Re: GiST VACUUM

From: Andrey Borodin <x4mmm(at)yandex-team(dot)ru>
To: Heikki Linnakangas <hlinnaka(at)iki(dot)fi>
Cc: Michael Paquier <michael(at)paquier(dot)xyz>, Thomas Munro <thomas(dot)munro(at)enterprisedb(dot)com>, Robert Haas <robertmhaas(at)gmail(dot)com>, pgsql-hackers <pgsql-hackers(at)postgresql(dot)org>, Костя Кузнецов <chapaev28(at)ya(dot)ru>
Subject: Re: GiST VACUUM
Date: 2019-03-22 08:00:05
Message-ID: 5742CFFD-3A65-4980-9091-D74BE7C6D9E3@yandex-team.ru
Views: Raw Message | Whole Thread | Download mbox | Resend email
Thread:
Lists: pgsql-hackers


> 22 марта 2019 г., в 1:04, Heikki Linnakangas <hlinnaka(at)iki(dot)fi> написал(а):
> ...
> When I started testing this, I quickly noticed that empty pages were not being deleted nearly as much as I expected. I tracked it to this check in gistdeletepage:
>
>> + if (GistFollowRight(leafPage)
>> + || GistPageGetNSN(parentPage) > GistPageGetNSN(leafPage))
>> + {
>> + /* Don't mess with a concurrent page split. */
>> + return false;
>> + }
>
> That NSN test was bogus. It prevented the leaf page from being reused, if the parent page was *ever* split after the leaf page was created. I don't see any reason to check the NSN here.
That's true. This check had sense only when parent page was not locked (and seems like comparison should be opposite). When both pages are locked, this test as no sense at all. Check was incorrectly "fixed" by me when transitioning from single-scan delete to two-scan delete during summer 2018. Just wandering how hard is it to simply delete a page...
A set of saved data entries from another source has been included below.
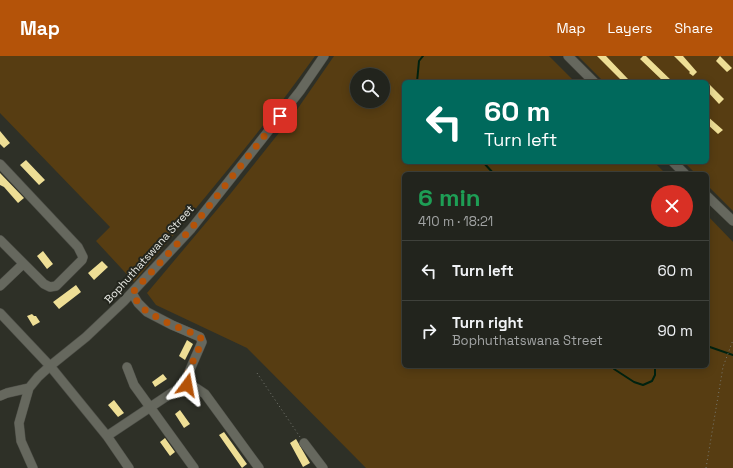 <!DOCTYPE html>
<meta charset="utf-8">
<style>
:root{--surface:#22241d;--page:#2a2c26;--text:#f1f3f6;--muted:#a2a4a4;--line:#3f413b;--accent:#b45309}
body{margin:0;font-family:"Space Grotesk",sans-serif;background:var(--page);color:var(--text);height:100vh;display:flex;flex-direction:column;font-size:15px;white-space:nowrap}
*{box-sizing:border-box;margin:0}
p{font-size:13px;color:var(--muted)}
.icon{flex:none;width:22px;height:22px;fill:none;stroke:currentColor;stroke-width:2;stroke-linecap:round;stroke-linejoin:round}
.map{position:relative;flex:1;overflow:hidden}
.sheet{position:absolute;left:402px;top:116px;width:307px;height:196px;display:flex;flex-direction:column;background:var(--surface);border-radius:6px;box-shadow:0 2px 10px #0003,0 0 0 1px var(--line)}
.sheet>*{flex:none}
.hud{position:absolute;left:402px;top:24px;width:307px;height:84px;border-radius:6px;box-shadow:0 2px 10px #0003,0 0 0 1px var(--line);background:#00695c;color:#fff;overflow:hidden}
.buttons{position:absolute;left:350px;top:12px;display:grid;gap:8px}
.buttons a{display:grid;place-items:center;width:40px;height:40px;border-radius:50%;background:var(--surface);box-shadow:0 2px 10px #0003,0 0 0 1px var(--line);font-size:20px}
.pin{position:absolute;display:grid;place-items:center;width:34px;height:34px;color:#fff;margin:-17px;border-radius:8px;box-shadow:0 2px 6px #0006}
.me{position:absolute;width:44px;margin:-22px;rotate:13deg;stroke-linejoin:round;filter:drop-shadow(0 0 3px #0008)}
.turn{display:flex;align-items:center;gap:14px;height:84px;padding:0 16px;font-size:18px}
.turn .icon{width:52px;height:52px;stroke-width:2.5}
.turn b{display:block;font-size:28px;line-height:34px}
.round{display:grid;place-items:center;flex:none;width:42px;height:42px;border-radius:21px;background:var(--page)}
.head{display:flex;align-items:center;justify-content:space-between;height:68px;padding:0 16px}
h1{font-size:24px;font-weight:700;line-height:30px;color:#1e9e55}
ul{padding:0;list-style:none}
li{display:flex;align-items:center;gap:12px;height:60px;padding:0 16px;border-top:1px solid var(--line)}
li div{flex:1}
li b{display:block;font-size:15px}
li em{font-style:normal}
header{display:flex;align-items:center;gap:24px;box-sizing:border-box;height:56px;padding:0 20px;background:var(--accent);color:#fff}
header strong{font-size:19px}
nav{display:flex;gap:22px;margin-inline-start:auto;font-size:14px}
.map>svg:first-child{display:block}
.green{fill:#573d12;fill-rule:evenodd}
.lines{fill:none;stroke-linecap:round;stroke-linejoin:round}
.stream{stroke:#002210;stroke-width:2}
.building{fill:#eede95}
.minor-casing{stroke:#4d4e47;stroke-width:10}
.path{stroke:#777971;stroke-width:1;stroke-dasharray:1 3;stroke-linecap:butt}
.minor{stroke:#66685e;stroke-width:9}
.route{stroke:#b45309;stroke-width:7;stroke-dasharray:0 12.6}
.labels{text-anchor:middle;dominant-baseline:central;stroke-width:4;stroke-linejoin:round;paint-order:stroke}
.street-label{font-size:11px;fill:#e8e9e3;stroke:#24261e}
</style>
<header>
<strong>Map</strong>
<nav><a>Map</a><a>Layers</a><a>Share</a></nav>
</header>
<div class="map">
<svg width="733" height="412" viewBox="0 0 733 412">
<rect width="100%" height="100%" fill="#2e3027"/>
<path class="green" d="M0,0h315c-56,79 -119,152 -181,226l-38,-41 14,-14 -110,-114z
M334,0h215l26,26h-171v80h250l12,12h-262v192h303v-151l26,27v226h-367l-119,-120 -91,-43 -9,-12 84,-100 63,-79zM357,19h26v26h-26z
M578,0h155v155l-26,-26v-11h-11l-12,-12h23v-80h-103z"/>
<g class="lines">
<path class="stream" d="M417,26l2,-21 4,-5
M483,106l11,12
M707,290l26,9
M613,310l1,3 20,13 9,3 9,-4 3,-6v-9"/>
</g>
<path class="building" d="M597,0h9l22,23 -3,3h-7l3,-2z
M643,0h3l27,26h-9l-24,-23z
M674,0h9l14,16 -4,4 -4,-3 1,-1z
M720,0l12,12 -5,4 -11,-11z
M707,26l17,17 -5,5 -12,-13z
M707,60l16,14 -5,4 -11,-10z
M0,75l10,12 -6,5 -4,-4z
M26,104l19,20 -6,5 -19,-20z
M0,117l24,25 -6,5 -14,-16 -4,-2z
M43,195l10,13 -6,5 -10,-13z
M102,205l6,6 -14,13 -6,-7z
M76,229l5,7 -22,17 -6,-7z
M32,258l2,2h2l4,6 -7,4 -6,-10z
M187,284l6,4 -8,16 -6,-4z
M163,318l4,5 -12,8 -3,-5z
M114,344l10,13 -6,4 -10,-12z
M180,354l10,14 -6,4 -9,-14z
M224,376l23,32 -5,4 -23,-33z
M165,382l10,14 -5,4 -10,-14z
M296,383l14,24 -7,4 -13,-24z"/>
<g class="lines">
<defs>
<path id="minor" d="M568,0l26,26
M673,106l12,12
M0,108l78,83 5,10 -1,3 -26,26 -6,1 -6,-3 -44,-44
M707,140l26,25
M0,230l23,-22
M132,237l6,10 9,9 25,13 28,12 2,5 -13,30 -2,13
M0,257l50,53 57,70 22,32
M127,311l7,18 60,83
M0,340l7,-3 22,-5
M107,380l66,-44 14,-7 9,3 9,6 54,74
M304,387l19,25
M33,412l-12,-27 -2,-18 10,-35 9,-11 12,-11 36,-29 38,-36 39,-42 28,-30 109,-138 24,-35"/>
</defs>
<use href="#minor" class="minor-casing"/>
<path class="path" d="M257,317l43,64
M706,412l17,-101 10,-27"/>
<use href="#minor" class="minor"/>
</g>
<g class="lines">
<path class="route" d="M187,329l1,-13 14,-30 -2,-6 -28,-11 -25,-13 -9,-9 -6,-10 59,-64 89,-113"/>
</g>
<g class="labels">
<g class="street-label">
<text transform="translate(149 198) rotate(-48)">Bophuthatswana Street</text>
</g>
</g>
</svg>
<div class="buttons">
<a><svg class="icon" aria-label="search" viewBox="0 0 24 24"><circle cx="10" cy="10" r="6"/><path d="M15 15l6 6"/></svg></a>
</div>
<div class="pin" style="left:280px;top:60px;background:#d93025"><svg class="icon" aria-label="arrive" viewBox="0 0 24 24"><path d="M6 21V4h12l-3 4 3 4H6"/></svg></div>
<svg class="me" style="left:187px;top:329px" viewBox="-20 -20 40 40"><path d="M0-17L14 15 0 8-14 15z" fill="#b45309" stroke="#fff" stroke-width="4"/></svg>
<div class="hud">
<div class="turn"><svg class="icon" aria-label="left" viewBox="0 0 24 24"><path d="M17 20v-9H6M10 6l-5 5 5 5"/></svg><div><b>60 m</b>Turn left</div></div>
</div>
<section class="sheet">
<div class="head"><div><h1>6 min</h1><p>410 m · 18:21</p></div><a class="round" style="background:#d93025;color:#fff"><svg class="icon" aria-label="close" viewBox="0 0 24 24"><path d="M6 6l12 12M18 6L6 18"/></svg></a></div>
<ul>
<li><svg class="icon" aria-label="left" viewBox="0 0 24 24"><path d="M17 20v-9H6M10 6l-5 5 5 5"/></svg><div><b>Turn left</b></div><em>60 m</em></li>
<li><svg class="icon" aria-label="right" viewBox="0 0 24 24"><path d="M7 20v-9h11M14 6l5 5-5 5"/></svg><div><b>Turn right</b><p>Bophuthatswana Street</p></div><em>90 m</em></li>
</ul>
</section>
</div>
>> Though, I'm not sure it is important for GIN. Scariest thing that can
>> happen: it will return same tid twice. But it is doing bitmap scan,
>> you cannot return same bit twice...
>
> Hmm. Could it return a completely unrelated tuple?
No, I do not think so, it will do comparisons on posting tree tuples.
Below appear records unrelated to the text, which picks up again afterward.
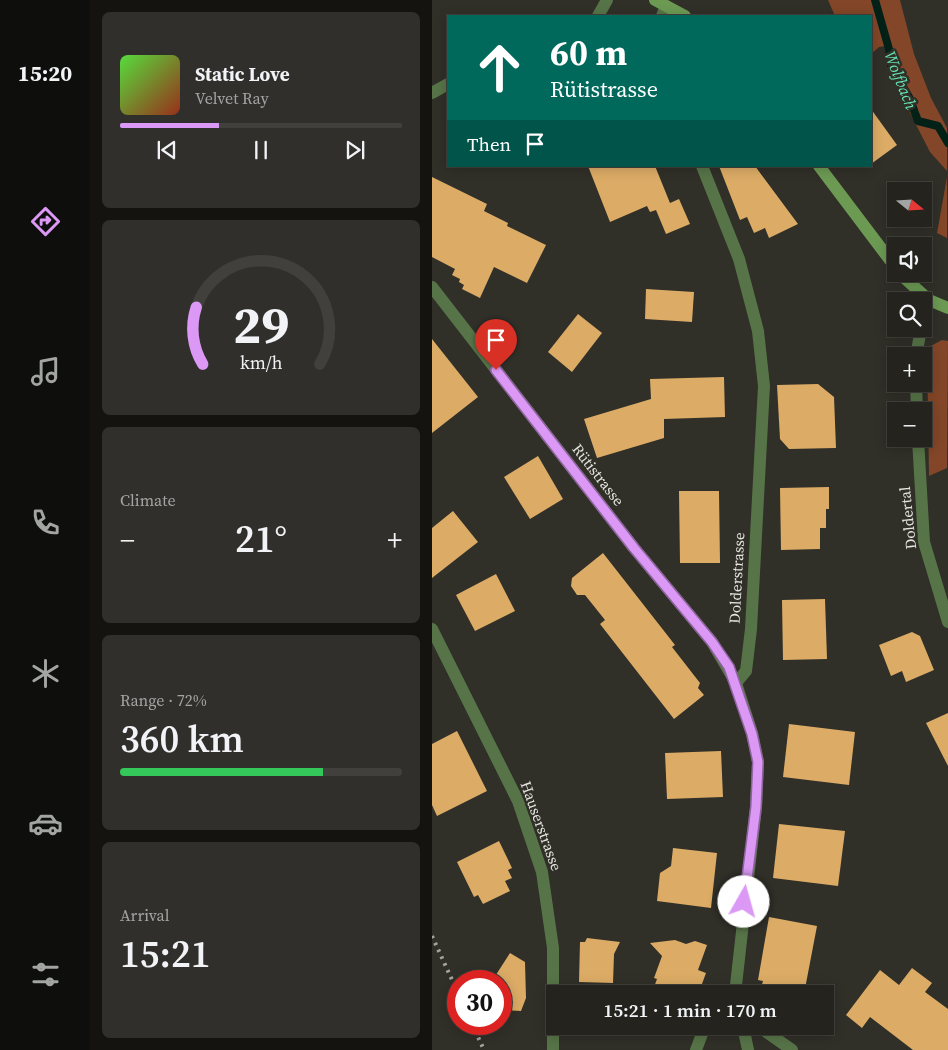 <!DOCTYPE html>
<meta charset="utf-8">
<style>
:root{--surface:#24231e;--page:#302f2b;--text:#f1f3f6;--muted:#a3a4a4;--line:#41403c;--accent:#db99f5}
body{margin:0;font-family:"Source Serif 4",serif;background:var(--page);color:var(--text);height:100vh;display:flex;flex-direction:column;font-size:19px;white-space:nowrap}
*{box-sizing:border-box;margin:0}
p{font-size:16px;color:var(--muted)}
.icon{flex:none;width:28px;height:28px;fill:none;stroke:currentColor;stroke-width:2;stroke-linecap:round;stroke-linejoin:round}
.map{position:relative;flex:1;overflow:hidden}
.details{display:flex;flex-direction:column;gap:12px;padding:12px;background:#141310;width:342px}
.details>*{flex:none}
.guide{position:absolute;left:15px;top:15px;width:425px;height:152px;border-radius:0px;box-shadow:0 2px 12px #0003,0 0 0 1px var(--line);background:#00695c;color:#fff;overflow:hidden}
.needle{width:32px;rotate:108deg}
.fabs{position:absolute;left:455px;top:182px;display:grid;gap:10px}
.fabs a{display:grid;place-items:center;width:45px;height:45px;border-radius:0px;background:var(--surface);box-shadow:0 2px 12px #0003,0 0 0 1px var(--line);font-size:25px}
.speed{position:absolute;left:15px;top:970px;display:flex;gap:10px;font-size:25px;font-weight:700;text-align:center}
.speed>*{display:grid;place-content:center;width:65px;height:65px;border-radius:50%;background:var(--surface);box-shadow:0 2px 12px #0003,0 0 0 1px var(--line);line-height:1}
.speed .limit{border:8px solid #d22;background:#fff;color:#111}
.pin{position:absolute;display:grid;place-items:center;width:42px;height:42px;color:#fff;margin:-51px -21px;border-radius:50% 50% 50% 0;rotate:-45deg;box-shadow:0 0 5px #0007}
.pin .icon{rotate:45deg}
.me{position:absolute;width:55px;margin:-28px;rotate:7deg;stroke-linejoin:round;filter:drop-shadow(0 0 4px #0008)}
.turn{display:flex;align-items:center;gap:18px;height:105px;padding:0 20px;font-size:22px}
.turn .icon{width:65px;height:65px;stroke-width:2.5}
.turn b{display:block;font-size:35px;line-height:42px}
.then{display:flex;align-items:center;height:48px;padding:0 20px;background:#0003;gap:10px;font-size:19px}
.big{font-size:38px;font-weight:600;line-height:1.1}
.details .tile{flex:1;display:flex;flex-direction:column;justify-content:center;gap:8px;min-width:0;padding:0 18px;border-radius:8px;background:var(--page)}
.details .dial{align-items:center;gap:0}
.dial svg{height:130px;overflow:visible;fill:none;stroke:var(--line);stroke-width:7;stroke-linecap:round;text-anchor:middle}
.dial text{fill:var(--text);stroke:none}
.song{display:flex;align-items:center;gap:15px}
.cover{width:60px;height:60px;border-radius:8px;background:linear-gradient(135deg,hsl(110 70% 55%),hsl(10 70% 35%))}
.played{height:5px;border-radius:2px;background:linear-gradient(90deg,var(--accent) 35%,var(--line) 35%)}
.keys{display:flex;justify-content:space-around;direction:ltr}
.heat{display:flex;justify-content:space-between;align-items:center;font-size:28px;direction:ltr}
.charge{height:8px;border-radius:4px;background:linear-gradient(90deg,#34c759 72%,var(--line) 0)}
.trip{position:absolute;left:114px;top:985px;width:288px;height:50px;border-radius:0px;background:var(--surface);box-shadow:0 2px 12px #0003,0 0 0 1px var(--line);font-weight:600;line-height:50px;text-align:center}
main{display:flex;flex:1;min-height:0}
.dock{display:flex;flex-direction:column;width:90px;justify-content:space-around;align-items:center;background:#0e0e0c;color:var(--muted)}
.dock .icon{width:35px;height:35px}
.dock .on{color:var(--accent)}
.dock b{font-size:22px;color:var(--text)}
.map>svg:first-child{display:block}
.green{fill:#834628}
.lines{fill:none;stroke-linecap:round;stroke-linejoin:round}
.stream{stroke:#032116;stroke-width:8}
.building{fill:#dcac66}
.minor{stroke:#577448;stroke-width:12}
.secondary{stroke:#6c9a53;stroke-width:12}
.rail{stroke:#a5a59f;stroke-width:4;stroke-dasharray:2.5 5;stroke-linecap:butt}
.route-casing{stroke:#8e639f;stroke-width:12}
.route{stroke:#db99f5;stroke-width:9}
.labels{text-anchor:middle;stroke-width:5;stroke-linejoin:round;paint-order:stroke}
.street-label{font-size:15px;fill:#e5e5e0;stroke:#302f28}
.water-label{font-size:16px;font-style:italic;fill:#66e6b5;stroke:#302f28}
</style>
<main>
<nav class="dock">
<b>15:20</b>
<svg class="icon on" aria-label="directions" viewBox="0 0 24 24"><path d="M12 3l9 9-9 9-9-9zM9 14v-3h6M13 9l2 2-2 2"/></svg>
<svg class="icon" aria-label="music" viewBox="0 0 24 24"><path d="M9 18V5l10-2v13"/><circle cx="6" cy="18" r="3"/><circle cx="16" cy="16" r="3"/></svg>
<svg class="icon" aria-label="phone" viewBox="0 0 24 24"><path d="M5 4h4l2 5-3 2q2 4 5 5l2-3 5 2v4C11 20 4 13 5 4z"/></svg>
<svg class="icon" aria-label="climate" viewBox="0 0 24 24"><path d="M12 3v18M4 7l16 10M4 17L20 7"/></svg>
<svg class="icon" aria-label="car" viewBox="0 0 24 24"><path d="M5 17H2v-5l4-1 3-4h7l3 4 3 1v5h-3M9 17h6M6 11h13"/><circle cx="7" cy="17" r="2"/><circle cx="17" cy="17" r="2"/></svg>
<svg class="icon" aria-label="filters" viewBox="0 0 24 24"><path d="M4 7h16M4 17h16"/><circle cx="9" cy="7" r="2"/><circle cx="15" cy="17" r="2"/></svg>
</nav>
<section class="details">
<div class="tile">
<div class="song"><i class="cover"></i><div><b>Static Love</b><p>Velvet Ray</p></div></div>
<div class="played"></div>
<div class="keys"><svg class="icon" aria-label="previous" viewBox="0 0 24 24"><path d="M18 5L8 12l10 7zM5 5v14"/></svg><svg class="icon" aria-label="pause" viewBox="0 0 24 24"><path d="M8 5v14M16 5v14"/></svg><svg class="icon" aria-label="next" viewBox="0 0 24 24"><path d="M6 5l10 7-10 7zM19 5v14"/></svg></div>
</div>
<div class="tile dial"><svg viewBox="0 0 100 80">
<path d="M14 69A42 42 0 1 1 86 69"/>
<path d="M14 69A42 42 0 0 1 10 34" stroke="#db99f5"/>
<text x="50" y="56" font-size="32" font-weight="700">29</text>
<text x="50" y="72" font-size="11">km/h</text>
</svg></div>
<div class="tile"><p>Climate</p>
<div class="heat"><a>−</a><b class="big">21°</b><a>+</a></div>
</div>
<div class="tile"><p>Range · 72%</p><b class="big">360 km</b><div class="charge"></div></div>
<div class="tile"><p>Arrival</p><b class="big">15:21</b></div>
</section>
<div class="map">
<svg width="516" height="1050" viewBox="0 0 516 1050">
<rect width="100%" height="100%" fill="#302f28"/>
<!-- green -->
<g class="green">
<path d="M 396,0 L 468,0 L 482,54 L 499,98 L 515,128 L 515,171 L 498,152 L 455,68 L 454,46 L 447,47 L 439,54 L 439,16 L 403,16 Z"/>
<path d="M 515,177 L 515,238 L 505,233 Z"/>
<path d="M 510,340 L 516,341 L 515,468 L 497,476 L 495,348 Z"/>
</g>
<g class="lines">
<!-- stream -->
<path class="stream" d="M 443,0 L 457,49 L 459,66 L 477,97 L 486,121 L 506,126 L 516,143"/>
</g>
<!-- building -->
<g class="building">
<path d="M 439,109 L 465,145 L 439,164 Z"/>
<path d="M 156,166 L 223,166 L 238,203 L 247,199 L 258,224 L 234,234 L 224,210 L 218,212 L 215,206 L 178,222 Z"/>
<path d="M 287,166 L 323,166 L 366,224 L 337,238 L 333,228 L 322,233 L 315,217 L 308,220 Z"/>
<path d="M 0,177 L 55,204 L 52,211 L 76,223 L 75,226 L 114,245 L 95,283 L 62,267 L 48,298 L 30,289 L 32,285 L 27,282 L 28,279 L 20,275 L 23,269 L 0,257 Z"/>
<path d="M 214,289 L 262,292 L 260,322 L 213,319 Z"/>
<path d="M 146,314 L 170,333 L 140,372 L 116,352 Z"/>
<path d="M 0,339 L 46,397 L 0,433 Z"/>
<path d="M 292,377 L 293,417 L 232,419 L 232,438 L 165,458 L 152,419 L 219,399 L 218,379 Z"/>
<path d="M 386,384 L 402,397 L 404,448 L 357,449 L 348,439 L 345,385 Z"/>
<path d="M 106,456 L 131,499 L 98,519 L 72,477 Z"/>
<path d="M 397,487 L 397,509 L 394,509 L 394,528 L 388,528 L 388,549 L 349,550 L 348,488 Z"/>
<path d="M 247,491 L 287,491 L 288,563 L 248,563 Z"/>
<path d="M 21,511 L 46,542 L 0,578 L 0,528 Z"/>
<path d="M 171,553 L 243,645 L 240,647 L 268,683 L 266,688 L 272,695 L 242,719 L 168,624 L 173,620 L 153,595 L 145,595 L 139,586 L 140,578 Z"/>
<path d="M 64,574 L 83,611 L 43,631 L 24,595 Z"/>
<path d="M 393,599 L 395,659 L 351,660 L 350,600 Z"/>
<path d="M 480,632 L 488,636 L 502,670 L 474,682 L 470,671 L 459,676 L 447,645 Z"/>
<path d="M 516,713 L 516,766 L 494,723 Z"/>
<path d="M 357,724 L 423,732 L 417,785 L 351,777 Z"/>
<path d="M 25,731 L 55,791 L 5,816 L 0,805 L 0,744 Z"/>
<path d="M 289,751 L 291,797 L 235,799 L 233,753 Z"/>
<path d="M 347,824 L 413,831 L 406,886 L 341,878 Z"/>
<path d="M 67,841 L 80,868 L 76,870 L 80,878 L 73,881 L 78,891 L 51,904 L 46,895 L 42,897 L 25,862 Z"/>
<path d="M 241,848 L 285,853 L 279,908 L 225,901 L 228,873 L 239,866 Z"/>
<path d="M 337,917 L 385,926 L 372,994 L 329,988 L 331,981 L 326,980 Z"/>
<path d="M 155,938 L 188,942 L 182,954 L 181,983 L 147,982 L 148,942 L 153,942 Z"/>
<path d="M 243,940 L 254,944 L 263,941 L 275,945 L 266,970 L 274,973 L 267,992 L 259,989 L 257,994 L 231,994 L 221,990 L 225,979 L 222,978 L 230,956 L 218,943 Z"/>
<path d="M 78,953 L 93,962 L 94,998 L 89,1011 L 69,1010 L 69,981 L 60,981 Z"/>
<path d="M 480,968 L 500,983 L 493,992 L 516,1009 L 516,1050 L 481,1050 L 438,1017 L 430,1028 L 414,1015 L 448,970 L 467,985 Z"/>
</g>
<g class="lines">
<!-- minor -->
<g class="minor">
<path d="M 166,16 L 175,0"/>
<path d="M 230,16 L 234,6"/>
<path d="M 0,93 L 16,84"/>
<path d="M 270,166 L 307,259 L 326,331 L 332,386 L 319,629 L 314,671 L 304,683"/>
<path d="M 0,287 L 202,548 L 280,642 L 304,683 L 320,733 L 326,762 L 324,807 L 303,994"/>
<path d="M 491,318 L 497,300"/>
<path d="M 484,356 L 489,329"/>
<path d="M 484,384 L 485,411"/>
<path d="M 486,439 L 492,542 L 516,622"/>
<path d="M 0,629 L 86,801 L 110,872 L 121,948 L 121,1050"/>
<path d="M 311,1026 L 316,1050"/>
<path d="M 326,1026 L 360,1050"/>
<path d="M 264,1050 L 273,1026"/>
</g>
<!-- secondary -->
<g class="secondary">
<path d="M 223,0 L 253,16"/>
<path d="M 387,166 L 464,268"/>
<path d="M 468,274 L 497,300 L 516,308"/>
</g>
<!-- rail -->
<g class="rail">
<path d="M 0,936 L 26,993"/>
<path d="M 40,1024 L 52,1050"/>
</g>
</g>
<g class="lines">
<defs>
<path id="route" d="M 64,370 L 202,548 L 280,642 L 297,667 L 320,734 L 326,762 L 324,807 L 312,902"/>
</defs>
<!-- route casing -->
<use href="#route" class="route-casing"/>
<!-- route -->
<use href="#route" class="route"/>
</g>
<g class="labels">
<!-- street labels -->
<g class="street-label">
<text transform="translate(166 475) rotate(52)" y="5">Rütistrasse</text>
<text transform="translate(476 518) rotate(-96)" y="5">Doldertal</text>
<text transform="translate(305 578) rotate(-87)" y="5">Dolderstrasse</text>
<text transform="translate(109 826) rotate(70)" y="5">Hauserstrasse</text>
</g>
<!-- water labels -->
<g class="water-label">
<text transform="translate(469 80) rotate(68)" y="6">Wolfbach</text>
</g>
</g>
</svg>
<div class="fabs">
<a><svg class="needle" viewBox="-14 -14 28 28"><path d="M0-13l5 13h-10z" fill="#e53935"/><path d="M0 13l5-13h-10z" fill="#a3a4a4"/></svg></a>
<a><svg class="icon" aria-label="sound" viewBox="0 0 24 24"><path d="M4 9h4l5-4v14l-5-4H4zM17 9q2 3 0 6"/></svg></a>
<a><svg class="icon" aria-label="search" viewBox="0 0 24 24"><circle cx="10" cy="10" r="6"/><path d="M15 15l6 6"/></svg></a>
<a>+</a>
<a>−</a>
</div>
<div class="speed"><div class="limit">30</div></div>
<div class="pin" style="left:64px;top:370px;background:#d93025"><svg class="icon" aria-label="arrive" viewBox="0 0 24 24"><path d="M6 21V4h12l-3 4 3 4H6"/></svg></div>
<svg class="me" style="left:312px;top:902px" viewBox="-20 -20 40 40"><circle r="19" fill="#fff"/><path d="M0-13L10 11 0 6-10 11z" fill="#db99f5"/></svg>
<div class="trip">15:21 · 1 min · 170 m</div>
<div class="guide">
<div class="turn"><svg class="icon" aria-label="ahead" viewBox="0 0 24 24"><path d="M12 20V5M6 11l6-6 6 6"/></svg><div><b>60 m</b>Rütistrasse</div></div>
<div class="then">Then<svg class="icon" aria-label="arrive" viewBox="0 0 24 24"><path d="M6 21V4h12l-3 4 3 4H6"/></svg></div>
</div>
</div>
</main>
> We don't always recheck the original index quals in a bitmap index scan, IIRC. Also, a search might get confused if it's descending down a posting tree, and lands on a different kind of a page, altogether.
Yes, search will return an error, user will reissue query and everything will be almost fine.

> PS. for Gist, we could almost use the LSN / NSN mechanism to detect the case that a deleted page is reused: Add a new field to the GiST page header, to store a new "deleteNSN" field. When a page is deleted, the deleted page's deleteNSN is set to the LSN of the deletion record. When the page is reused, the deleteNSN field is kept unchanged. When you follow a downlink during search, if you see that the page's deleteNSN > parent's LSN, you know that it was concurrently deleted and recycled, and should be ignored. That would allow reusing deleted pages immediately. Unfortunately that would require adding a new field to the gist page header/footer, which requires upgrade work :-(. Maybe one day, we'll bite the bullet. Something to keep in mind, if we have to change the page format anyway, for some reason.
Yeah, the same day we will get rid of invalid tuples. I can make a patch for v13. Actually, I have a lot of patches that I want in GiST in v13. Or v14.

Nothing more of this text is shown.